For results based on the total sample of national adults, one can say with 95% confidence that the maximum margin of sampling error is ±2 percentage points.

Interviews are conducted with respondents on landline telephones and cellular phones, with interviews conducted in Spanish for respondents who are primarily Spanish-speaking. Each sample includes a minimum quota of 400 cell phone respondents and 600 landline respondents per 1,000 national adults, with additional minimum quotas among landline respondents by region. Landline telephone numbers are chosen at random among listed telephone numbers. Cell phone numbers are selected using random-digit-dial methods. Landline respondents are chosen at random within each household on the basis of which member had the most recent birthday.
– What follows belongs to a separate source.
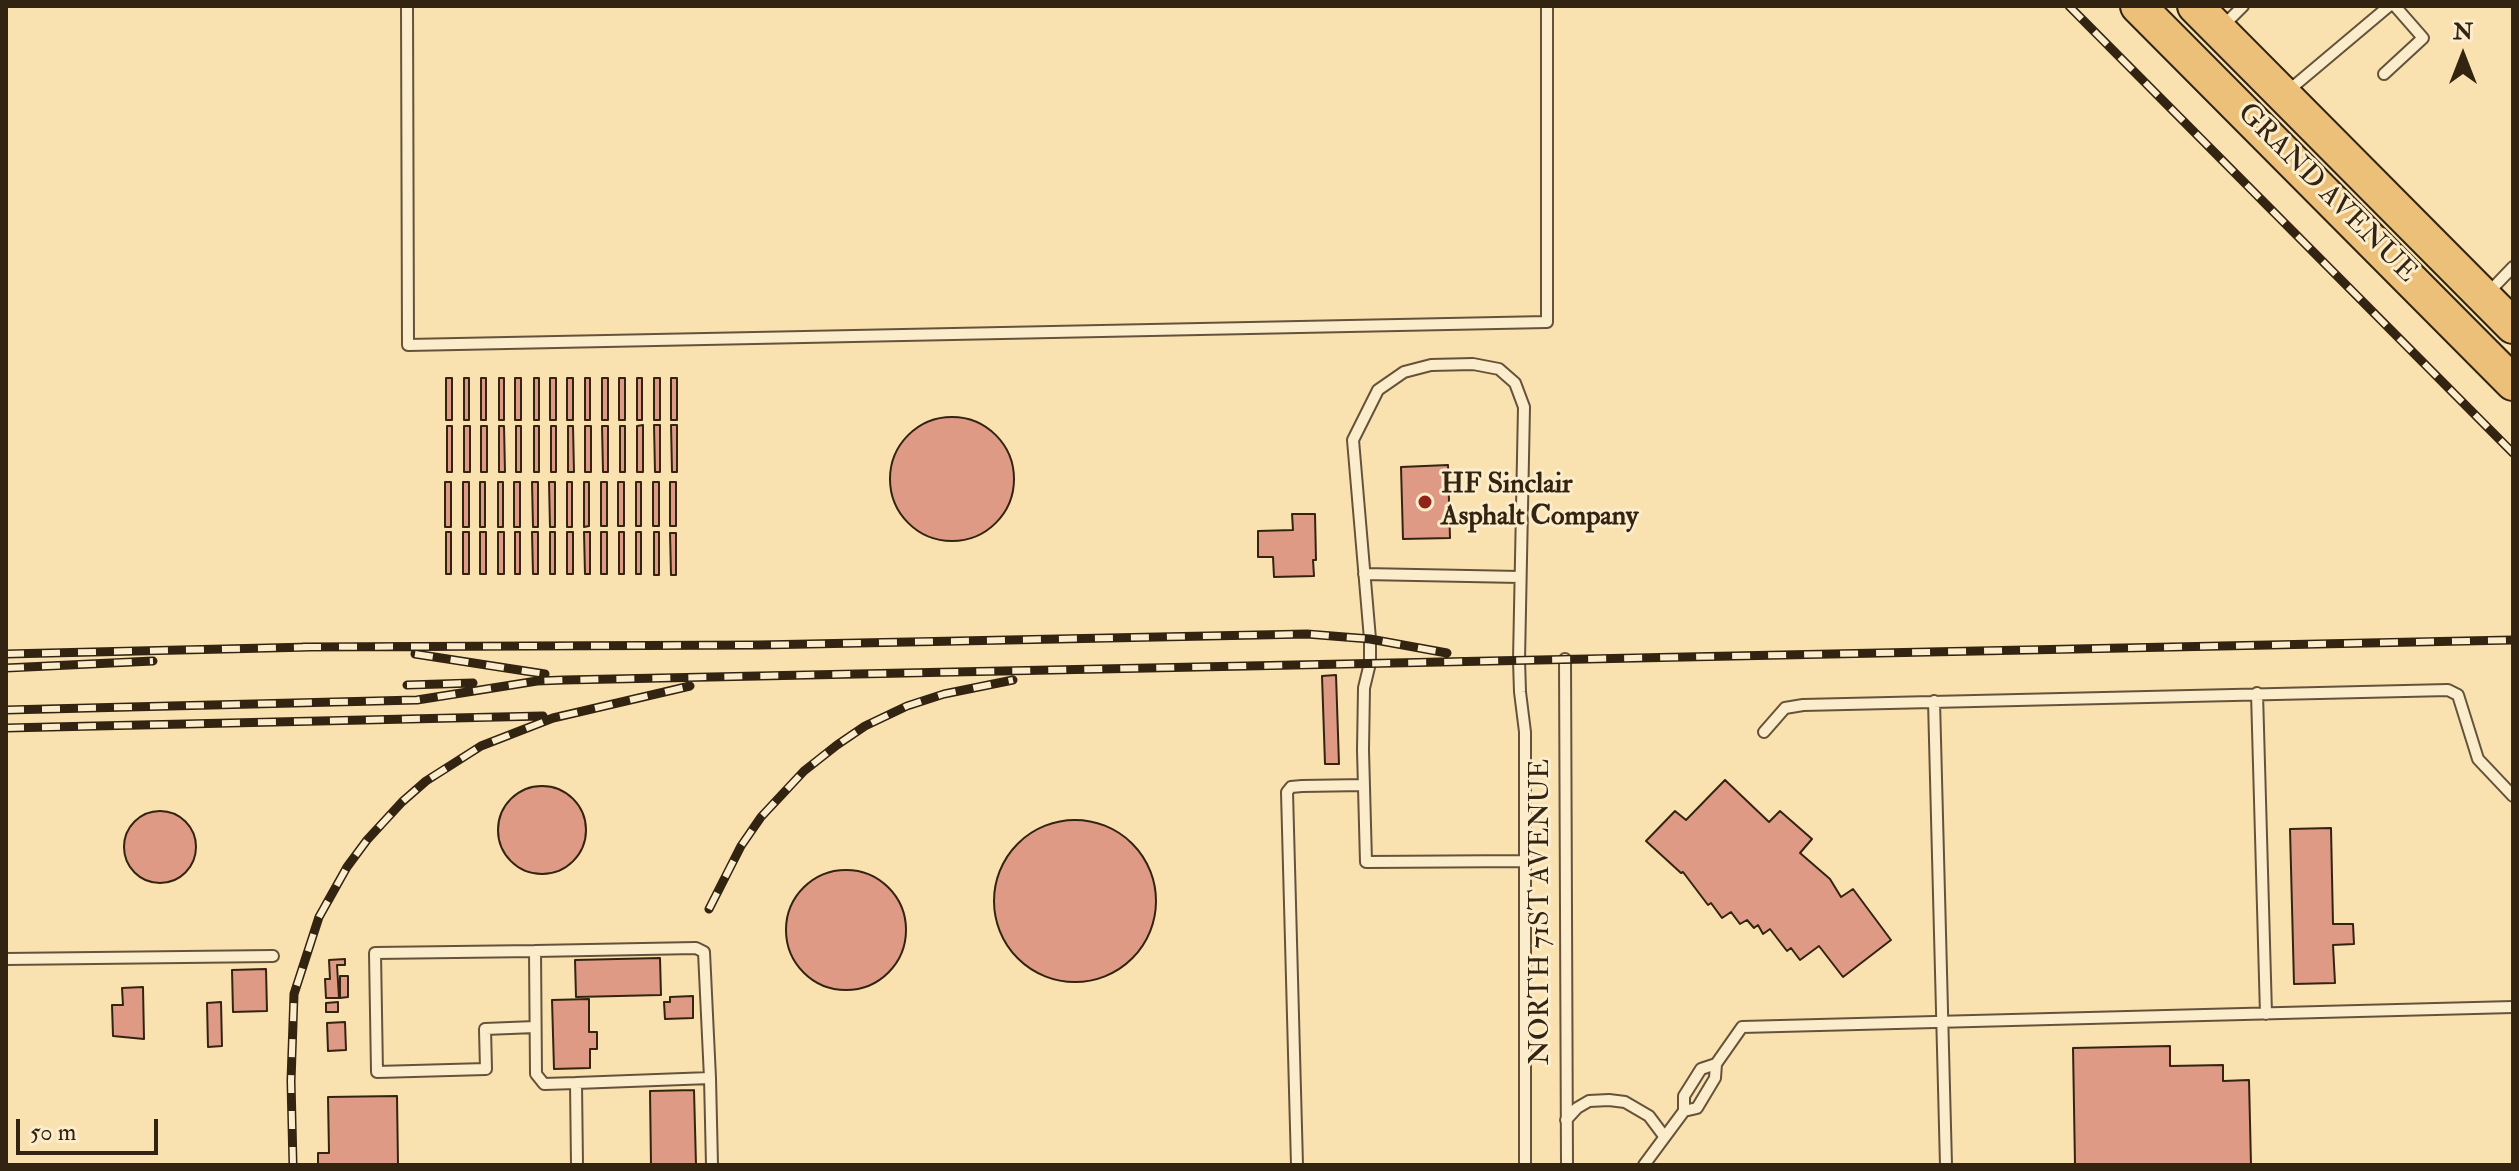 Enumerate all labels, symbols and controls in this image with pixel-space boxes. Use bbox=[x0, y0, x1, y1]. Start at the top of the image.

Samples are weighted by gender, age, race, Hispanic ethnicity, education, region, adults in the household, and phone status (cell phone only/landline only/both, cell phone mostly, and having an unlisted landline number). Demographic weighting targets are based on the March 2010 Current Population Survey figures for the aged 18 and older non-institutionalized population living in U.S. telephone households. All reported margins of sampling error include the computed design effects for weighting and sample design.

In addition to sampling error, question wording and practical difficulties in conducting surveys can introduce error or bias into the findings of public opinion polls.